Stuart Martin
Draft January 08, 2003
This document gives an overview of the
Grid Resource Allocation and Management (GRAM) implementation in Globus Toolkit
version 3 (GT3). The
Globus Resource Allocation Manager (GRAM) is the lowest level of Globus resource
management architecture. GRAM allows you to run jobs remotely, using a
set of WSDL/OGSI client interfaces for
submitting, monitoring, and terminating a job.
Architectural Walkthrough
For the above diagram, we walk through a typical GT3 GRAM service invocation from the point of view of the resource and the user.

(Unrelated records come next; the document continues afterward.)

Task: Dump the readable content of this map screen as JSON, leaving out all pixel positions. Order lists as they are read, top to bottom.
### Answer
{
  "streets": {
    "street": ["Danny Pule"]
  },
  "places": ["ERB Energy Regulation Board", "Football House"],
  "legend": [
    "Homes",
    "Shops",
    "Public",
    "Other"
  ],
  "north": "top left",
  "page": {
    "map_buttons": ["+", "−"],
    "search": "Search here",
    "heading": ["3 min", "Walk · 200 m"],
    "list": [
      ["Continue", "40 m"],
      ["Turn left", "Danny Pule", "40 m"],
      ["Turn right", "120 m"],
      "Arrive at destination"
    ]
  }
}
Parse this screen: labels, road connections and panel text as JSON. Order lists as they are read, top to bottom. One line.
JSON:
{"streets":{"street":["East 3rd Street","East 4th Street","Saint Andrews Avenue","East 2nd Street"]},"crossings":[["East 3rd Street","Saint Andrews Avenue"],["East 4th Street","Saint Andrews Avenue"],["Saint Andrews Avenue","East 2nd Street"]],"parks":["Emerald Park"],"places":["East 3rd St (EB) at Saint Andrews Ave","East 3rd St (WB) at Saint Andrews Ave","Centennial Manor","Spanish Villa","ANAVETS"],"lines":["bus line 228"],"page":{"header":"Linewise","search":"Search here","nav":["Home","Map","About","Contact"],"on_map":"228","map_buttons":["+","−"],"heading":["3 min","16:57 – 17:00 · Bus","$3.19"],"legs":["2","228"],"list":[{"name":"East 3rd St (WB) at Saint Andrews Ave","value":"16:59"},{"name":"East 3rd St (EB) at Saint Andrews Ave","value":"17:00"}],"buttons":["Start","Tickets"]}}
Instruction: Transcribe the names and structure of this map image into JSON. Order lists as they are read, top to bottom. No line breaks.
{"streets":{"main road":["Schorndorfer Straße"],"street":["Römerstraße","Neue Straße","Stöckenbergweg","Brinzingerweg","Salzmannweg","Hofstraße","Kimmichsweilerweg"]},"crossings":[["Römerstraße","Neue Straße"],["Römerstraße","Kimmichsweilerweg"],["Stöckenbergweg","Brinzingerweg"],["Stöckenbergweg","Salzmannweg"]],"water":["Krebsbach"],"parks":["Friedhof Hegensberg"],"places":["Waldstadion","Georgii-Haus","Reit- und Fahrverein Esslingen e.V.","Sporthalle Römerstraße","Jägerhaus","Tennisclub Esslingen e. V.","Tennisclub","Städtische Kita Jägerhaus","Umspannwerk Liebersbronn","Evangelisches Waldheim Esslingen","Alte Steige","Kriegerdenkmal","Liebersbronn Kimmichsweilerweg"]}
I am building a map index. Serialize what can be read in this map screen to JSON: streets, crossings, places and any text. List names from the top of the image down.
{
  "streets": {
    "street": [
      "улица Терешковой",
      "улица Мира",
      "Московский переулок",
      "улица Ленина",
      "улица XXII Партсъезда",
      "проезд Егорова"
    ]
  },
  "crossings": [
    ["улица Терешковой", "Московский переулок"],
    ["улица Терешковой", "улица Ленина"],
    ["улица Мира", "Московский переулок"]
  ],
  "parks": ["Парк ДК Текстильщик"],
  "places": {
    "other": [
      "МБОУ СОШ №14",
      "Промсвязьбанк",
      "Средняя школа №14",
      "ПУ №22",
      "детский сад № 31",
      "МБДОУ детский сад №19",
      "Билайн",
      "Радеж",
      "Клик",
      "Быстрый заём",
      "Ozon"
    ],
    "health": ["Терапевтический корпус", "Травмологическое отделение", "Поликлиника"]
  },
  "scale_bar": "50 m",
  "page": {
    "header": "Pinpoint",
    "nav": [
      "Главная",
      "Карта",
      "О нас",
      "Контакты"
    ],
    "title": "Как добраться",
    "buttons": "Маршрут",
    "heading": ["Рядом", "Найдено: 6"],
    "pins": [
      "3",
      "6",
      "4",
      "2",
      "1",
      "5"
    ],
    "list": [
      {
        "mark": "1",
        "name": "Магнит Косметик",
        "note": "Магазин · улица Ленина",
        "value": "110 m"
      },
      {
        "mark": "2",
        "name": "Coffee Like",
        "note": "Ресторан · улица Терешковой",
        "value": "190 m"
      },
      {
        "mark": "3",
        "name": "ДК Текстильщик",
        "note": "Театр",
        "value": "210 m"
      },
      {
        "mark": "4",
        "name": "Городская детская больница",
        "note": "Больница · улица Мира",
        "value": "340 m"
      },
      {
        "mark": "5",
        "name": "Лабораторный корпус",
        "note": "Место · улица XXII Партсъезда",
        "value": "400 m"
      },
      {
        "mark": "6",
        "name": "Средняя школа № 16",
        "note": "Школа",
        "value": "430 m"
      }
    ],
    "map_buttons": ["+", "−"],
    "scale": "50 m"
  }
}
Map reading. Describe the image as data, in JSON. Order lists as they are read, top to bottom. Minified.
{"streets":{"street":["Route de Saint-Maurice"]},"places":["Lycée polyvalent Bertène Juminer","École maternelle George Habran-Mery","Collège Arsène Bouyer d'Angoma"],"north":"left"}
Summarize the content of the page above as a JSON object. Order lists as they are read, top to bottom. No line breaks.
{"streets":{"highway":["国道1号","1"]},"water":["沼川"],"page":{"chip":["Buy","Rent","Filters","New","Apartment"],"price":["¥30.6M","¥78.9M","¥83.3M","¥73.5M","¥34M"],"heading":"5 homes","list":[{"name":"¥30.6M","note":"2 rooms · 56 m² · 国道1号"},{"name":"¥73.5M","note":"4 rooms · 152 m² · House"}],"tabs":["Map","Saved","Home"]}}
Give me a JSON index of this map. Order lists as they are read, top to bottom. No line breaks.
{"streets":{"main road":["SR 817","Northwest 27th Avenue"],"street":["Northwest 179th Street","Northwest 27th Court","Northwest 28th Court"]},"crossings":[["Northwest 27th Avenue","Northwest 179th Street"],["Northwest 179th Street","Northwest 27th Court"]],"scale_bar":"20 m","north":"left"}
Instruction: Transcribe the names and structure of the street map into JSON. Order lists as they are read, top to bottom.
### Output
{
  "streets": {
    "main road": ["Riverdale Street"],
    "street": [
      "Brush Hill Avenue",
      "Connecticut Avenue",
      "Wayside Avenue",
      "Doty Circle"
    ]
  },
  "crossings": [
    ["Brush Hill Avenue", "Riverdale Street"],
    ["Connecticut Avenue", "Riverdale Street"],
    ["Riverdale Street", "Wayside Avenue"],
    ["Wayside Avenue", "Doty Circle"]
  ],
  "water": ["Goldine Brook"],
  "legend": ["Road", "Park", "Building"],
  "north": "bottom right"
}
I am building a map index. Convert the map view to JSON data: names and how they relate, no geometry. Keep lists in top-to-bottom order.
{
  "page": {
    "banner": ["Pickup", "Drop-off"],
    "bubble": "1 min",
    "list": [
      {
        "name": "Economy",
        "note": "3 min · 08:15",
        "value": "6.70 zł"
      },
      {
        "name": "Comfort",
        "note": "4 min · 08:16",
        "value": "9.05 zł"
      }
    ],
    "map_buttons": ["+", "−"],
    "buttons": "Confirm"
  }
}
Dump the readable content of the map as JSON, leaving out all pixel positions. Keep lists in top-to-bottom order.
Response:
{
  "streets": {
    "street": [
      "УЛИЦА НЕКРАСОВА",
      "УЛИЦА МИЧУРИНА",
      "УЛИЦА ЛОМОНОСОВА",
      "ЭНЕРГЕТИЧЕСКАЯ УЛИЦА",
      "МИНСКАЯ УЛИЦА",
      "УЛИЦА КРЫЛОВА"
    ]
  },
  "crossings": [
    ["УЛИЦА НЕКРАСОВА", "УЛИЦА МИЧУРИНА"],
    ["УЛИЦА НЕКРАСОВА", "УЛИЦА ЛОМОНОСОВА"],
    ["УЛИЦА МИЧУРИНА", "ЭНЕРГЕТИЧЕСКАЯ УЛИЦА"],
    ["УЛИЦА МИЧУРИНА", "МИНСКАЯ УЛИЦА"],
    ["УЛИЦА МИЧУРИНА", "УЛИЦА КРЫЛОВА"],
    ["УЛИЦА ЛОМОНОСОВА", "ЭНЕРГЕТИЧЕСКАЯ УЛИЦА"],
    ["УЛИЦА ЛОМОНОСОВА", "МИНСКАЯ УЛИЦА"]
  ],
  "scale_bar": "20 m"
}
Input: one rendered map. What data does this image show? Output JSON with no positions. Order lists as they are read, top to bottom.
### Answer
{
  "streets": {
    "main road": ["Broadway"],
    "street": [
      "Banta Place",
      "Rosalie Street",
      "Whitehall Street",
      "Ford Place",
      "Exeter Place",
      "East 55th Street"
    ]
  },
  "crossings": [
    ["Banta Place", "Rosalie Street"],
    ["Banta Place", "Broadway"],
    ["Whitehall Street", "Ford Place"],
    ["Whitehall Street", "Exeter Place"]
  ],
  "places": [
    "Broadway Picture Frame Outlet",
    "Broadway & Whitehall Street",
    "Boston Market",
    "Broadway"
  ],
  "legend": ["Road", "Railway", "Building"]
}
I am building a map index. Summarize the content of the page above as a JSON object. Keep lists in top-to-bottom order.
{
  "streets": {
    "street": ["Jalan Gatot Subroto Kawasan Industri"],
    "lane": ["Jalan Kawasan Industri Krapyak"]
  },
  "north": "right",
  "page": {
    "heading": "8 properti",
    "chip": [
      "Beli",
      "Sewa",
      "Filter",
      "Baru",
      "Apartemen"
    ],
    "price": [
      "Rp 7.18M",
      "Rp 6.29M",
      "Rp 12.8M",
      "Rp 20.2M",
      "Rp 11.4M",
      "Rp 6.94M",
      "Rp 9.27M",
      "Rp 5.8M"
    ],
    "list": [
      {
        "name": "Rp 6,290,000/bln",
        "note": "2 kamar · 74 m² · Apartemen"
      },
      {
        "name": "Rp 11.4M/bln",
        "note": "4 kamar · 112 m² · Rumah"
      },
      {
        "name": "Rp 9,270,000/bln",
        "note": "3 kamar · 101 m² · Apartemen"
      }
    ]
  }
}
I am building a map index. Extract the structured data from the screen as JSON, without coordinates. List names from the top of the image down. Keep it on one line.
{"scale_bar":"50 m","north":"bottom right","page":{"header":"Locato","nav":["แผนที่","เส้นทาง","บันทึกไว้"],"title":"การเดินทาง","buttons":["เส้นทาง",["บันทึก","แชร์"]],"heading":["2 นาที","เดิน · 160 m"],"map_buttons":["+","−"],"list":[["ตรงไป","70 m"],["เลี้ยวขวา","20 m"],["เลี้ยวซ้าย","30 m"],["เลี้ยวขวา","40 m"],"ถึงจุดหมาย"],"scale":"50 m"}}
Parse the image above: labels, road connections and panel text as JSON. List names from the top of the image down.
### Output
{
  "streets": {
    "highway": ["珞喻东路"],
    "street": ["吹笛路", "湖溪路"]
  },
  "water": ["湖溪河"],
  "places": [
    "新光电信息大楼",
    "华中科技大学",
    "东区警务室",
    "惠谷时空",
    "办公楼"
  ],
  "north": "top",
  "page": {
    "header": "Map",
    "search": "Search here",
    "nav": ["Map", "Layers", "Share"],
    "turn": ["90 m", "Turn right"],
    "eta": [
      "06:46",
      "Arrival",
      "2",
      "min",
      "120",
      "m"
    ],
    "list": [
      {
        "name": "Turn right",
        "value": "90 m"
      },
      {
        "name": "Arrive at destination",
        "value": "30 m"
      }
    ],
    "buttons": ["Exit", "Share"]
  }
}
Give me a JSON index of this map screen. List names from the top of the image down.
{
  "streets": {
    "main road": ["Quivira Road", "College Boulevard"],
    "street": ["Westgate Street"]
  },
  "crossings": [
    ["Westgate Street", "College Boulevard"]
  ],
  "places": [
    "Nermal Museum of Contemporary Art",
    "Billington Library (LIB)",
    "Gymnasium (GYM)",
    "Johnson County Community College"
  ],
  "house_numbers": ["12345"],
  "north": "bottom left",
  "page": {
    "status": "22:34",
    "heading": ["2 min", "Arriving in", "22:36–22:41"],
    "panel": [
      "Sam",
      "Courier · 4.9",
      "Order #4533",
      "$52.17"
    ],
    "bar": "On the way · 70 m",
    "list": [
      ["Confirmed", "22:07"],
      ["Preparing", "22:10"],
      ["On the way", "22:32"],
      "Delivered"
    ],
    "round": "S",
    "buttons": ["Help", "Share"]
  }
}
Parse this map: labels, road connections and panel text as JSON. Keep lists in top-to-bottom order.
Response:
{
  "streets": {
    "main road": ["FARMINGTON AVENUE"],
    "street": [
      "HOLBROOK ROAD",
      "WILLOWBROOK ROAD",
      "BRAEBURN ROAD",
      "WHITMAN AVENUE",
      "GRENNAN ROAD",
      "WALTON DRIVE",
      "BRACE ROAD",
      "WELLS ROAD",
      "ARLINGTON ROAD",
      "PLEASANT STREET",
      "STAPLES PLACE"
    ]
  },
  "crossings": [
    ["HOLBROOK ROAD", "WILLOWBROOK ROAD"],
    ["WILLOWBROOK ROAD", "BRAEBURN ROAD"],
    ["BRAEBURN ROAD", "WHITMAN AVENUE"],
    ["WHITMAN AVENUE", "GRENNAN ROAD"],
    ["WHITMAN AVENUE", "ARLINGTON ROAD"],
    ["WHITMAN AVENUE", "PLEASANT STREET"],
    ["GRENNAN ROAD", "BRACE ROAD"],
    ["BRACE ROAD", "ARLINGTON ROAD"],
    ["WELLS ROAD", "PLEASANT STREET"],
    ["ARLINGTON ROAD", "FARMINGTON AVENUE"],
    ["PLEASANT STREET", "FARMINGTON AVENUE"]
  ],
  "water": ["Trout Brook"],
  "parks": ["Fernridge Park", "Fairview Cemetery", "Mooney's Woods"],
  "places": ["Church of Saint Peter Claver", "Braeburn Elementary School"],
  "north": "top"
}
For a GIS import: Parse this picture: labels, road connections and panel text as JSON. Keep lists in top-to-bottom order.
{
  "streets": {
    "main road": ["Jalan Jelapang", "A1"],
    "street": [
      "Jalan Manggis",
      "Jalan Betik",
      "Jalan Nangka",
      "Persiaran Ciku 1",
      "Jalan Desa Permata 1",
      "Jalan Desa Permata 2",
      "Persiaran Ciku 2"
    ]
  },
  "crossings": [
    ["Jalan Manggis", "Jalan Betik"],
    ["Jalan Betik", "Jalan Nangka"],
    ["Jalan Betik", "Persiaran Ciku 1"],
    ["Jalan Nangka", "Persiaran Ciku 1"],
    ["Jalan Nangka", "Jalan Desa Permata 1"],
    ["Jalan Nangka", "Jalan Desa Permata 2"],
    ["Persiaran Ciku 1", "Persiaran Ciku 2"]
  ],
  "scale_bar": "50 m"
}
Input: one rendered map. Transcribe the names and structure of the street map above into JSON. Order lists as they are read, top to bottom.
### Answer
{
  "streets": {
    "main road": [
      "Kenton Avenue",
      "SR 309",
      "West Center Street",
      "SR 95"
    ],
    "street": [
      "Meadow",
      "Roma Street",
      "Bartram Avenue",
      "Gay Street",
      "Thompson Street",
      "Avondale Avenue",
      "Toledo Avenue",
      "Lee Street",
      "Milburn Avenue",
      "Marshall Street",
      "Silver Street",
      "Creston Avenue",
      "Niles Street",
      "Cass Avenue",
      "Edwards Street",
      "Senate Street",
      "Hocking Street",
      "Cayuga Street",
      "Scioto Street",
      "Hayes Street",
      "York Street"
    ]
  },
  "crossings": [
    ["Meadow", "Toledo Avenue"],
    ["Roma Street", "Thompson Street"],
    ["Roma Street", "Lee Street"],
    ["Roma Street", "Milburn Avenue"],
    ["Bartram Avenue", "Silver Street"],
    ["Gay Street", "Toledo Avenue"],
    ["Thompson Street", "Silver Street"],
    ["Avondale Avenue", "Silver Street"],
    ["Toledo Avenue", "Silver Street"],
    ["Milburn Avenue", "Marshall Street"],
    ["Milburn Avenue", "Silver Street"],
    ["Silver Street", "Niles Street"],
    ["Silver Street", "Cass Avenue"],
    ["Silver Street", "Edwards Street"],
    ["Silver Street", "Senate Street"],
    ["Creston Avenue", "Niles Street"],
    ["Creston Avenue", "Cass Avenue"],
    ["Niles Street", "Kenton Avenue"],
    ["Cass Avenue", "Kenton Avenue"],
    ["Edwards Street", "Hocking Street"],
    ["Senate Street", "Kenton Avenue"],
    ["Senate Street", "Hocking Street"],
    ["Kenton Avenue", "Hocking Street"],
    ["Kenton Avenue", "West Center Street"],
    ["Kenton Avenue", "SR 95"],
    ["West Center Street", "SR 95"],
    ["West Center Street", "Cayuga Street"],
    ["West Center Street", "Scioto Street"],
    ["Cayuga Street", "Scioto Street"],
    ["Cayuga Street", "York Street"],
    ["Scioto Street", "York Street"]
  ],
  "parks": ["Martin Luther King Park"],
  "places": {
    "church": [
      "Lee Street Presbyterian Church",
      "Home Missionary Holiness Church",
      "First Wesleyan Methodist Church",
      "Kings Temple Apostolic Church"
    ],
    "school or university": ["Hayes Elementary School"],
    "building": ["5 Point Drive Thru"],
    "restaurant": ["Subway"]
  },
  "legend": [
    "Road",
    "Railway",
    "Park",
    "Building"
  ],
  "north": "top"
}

1. The Master configures the Redirector to direct createService calls sent to it through the Starter UHE
2. The Master publishes its handle to a remote registry
3. A client submits a createService request which is received by the Redirector
4. The Redirector calls the Starter UHE class which authorizes the request via the grid-mapfile to determine the local username and port to be used and constructs a target URL
5. The Redirector attempts to forward the call to the said target URL. If it is unable to forward the call because the UHE is not up, the Launch UHE module invoked
6. The Launch UHE creates a new UHE process under the authenticated user’s local uid.
7. The Starter UHE waits for the UHE to be started up (ping loop) and returns the MJFS URL to the Redirector
8. The Redirector forwards the createService call to the MJFS unmodified and mutual authentication/authorization can take place
9. MJFS creates a new Managed Job Service (MJS)
10. MJS submits the job into a back-end scheduling system
11. Subsequent calls to the MJS from the client will be redirected through the Redirector
12. RIPS providing data to the MJS instances and Master. It gathers data from the local scheduling system, file system, host info, ...
13. FindServiceData requests to the Master will result in either an SDE returned (populated by the Service Data Aggregate) or redirected to the MJFS of the requestor’s UHE
14. In order to stream stdout/stderr back to the client, the MJS creates 2 File Stream Factory Services (FSFS), one for stdout and one for stderr
15. The MJS then creates the File Stream Services (FSS) instances as specified in the job request
16. The grim handler is run in the UHE to create a user host certificate. The user host certificate is used for mutual authentication between the MJS service and the client.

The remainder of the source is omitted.